[Stored data entries]
○ ○ ○ ○ ○

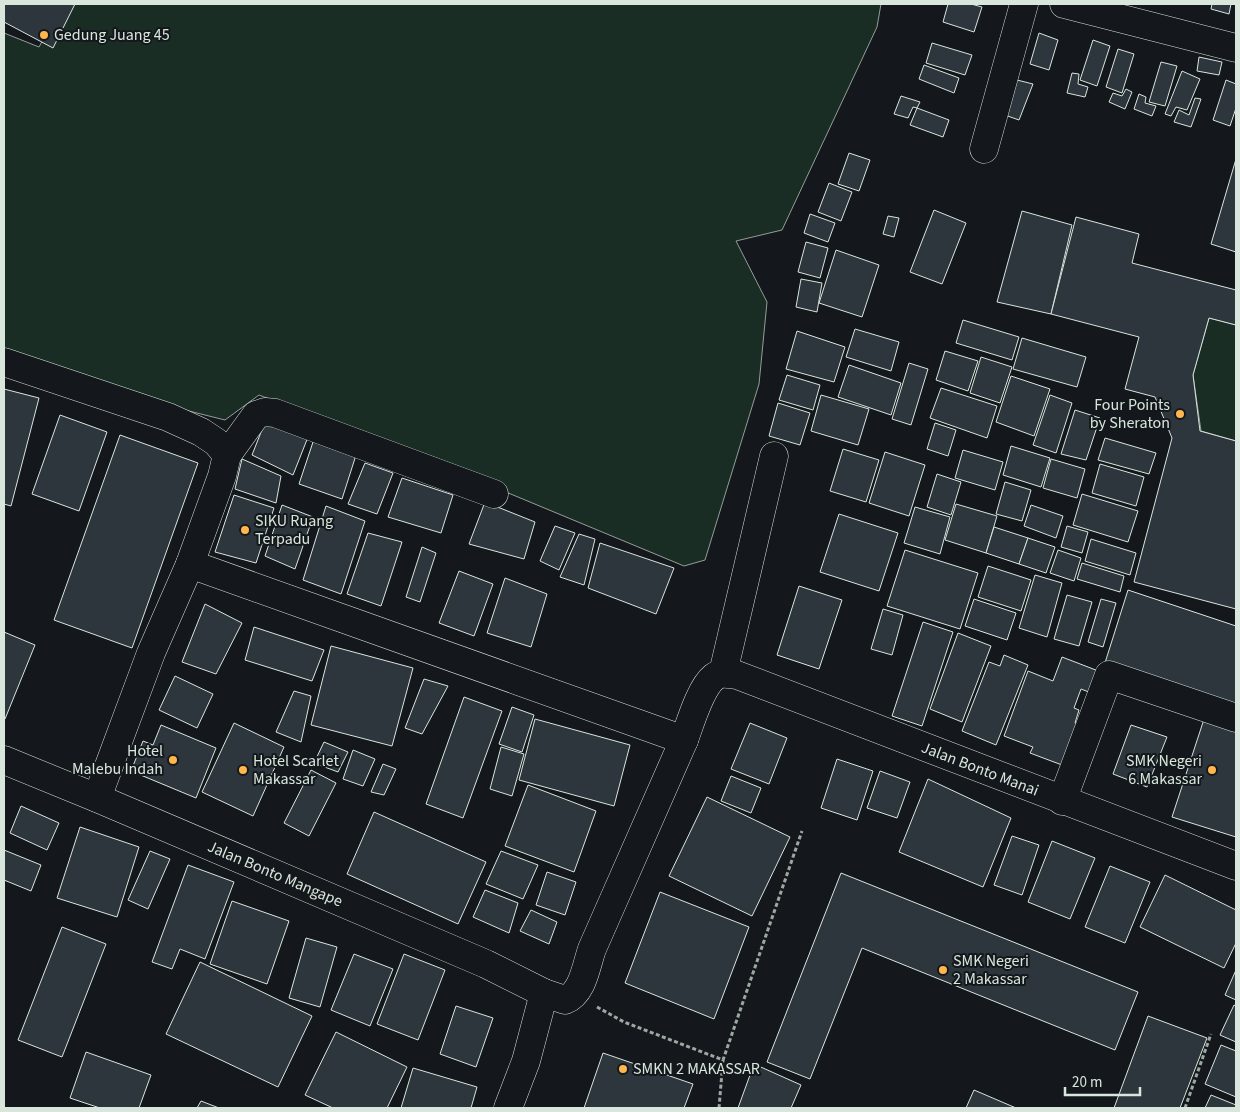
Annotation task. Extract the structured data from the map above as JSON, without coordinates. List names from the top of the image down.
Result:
{
  "streets": {
    "street": ["Jalan Bonto Manai", "Jalan Bonto Mangape"]
  },
  "places": [
    "Gedung Juang 45",
    "Four Points by Sheraton",
    "SIKU Ruang Terpadu",
    "Hotel Malebu Indah",
    "Hotel Scarlet Makassar",
    "SMK Negeri 6 Makassar",
    "SMK Negeri 2 Makassar",
    "SMKN 2 MAKASSAR"
  ],
  "scale_bar": "20 m"
}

○ ○ ○ ○ ○

• WHAT THIS TASK INVOLVES: Skip the pictures and reproduce all remaining entries exactly.

• ANSWER TO THIS PROBLEM:
Annotation task. Extract the structured data from the map above as JSON, without coordinates. List names from the top of the image down.
Result:
{
  "streets": {
    "street": ["Jalan Bonto Manai", "Jalan Bonto Mangape"]
  },
  "places": [
    "Gedung Juang 45",
    "Four Points by Sheraton",
    "SIKU Ruang Terpadu",
    "Hotel Malebu Indah",
    "Hotel Scarlet Makassar",
    "SMK Negeri 6 Makassar",
    "SMK Negeri 2 Makassar",
    "SMKN 2 MAKASSAR"
  ],
  "scale_bar": "20 m"
}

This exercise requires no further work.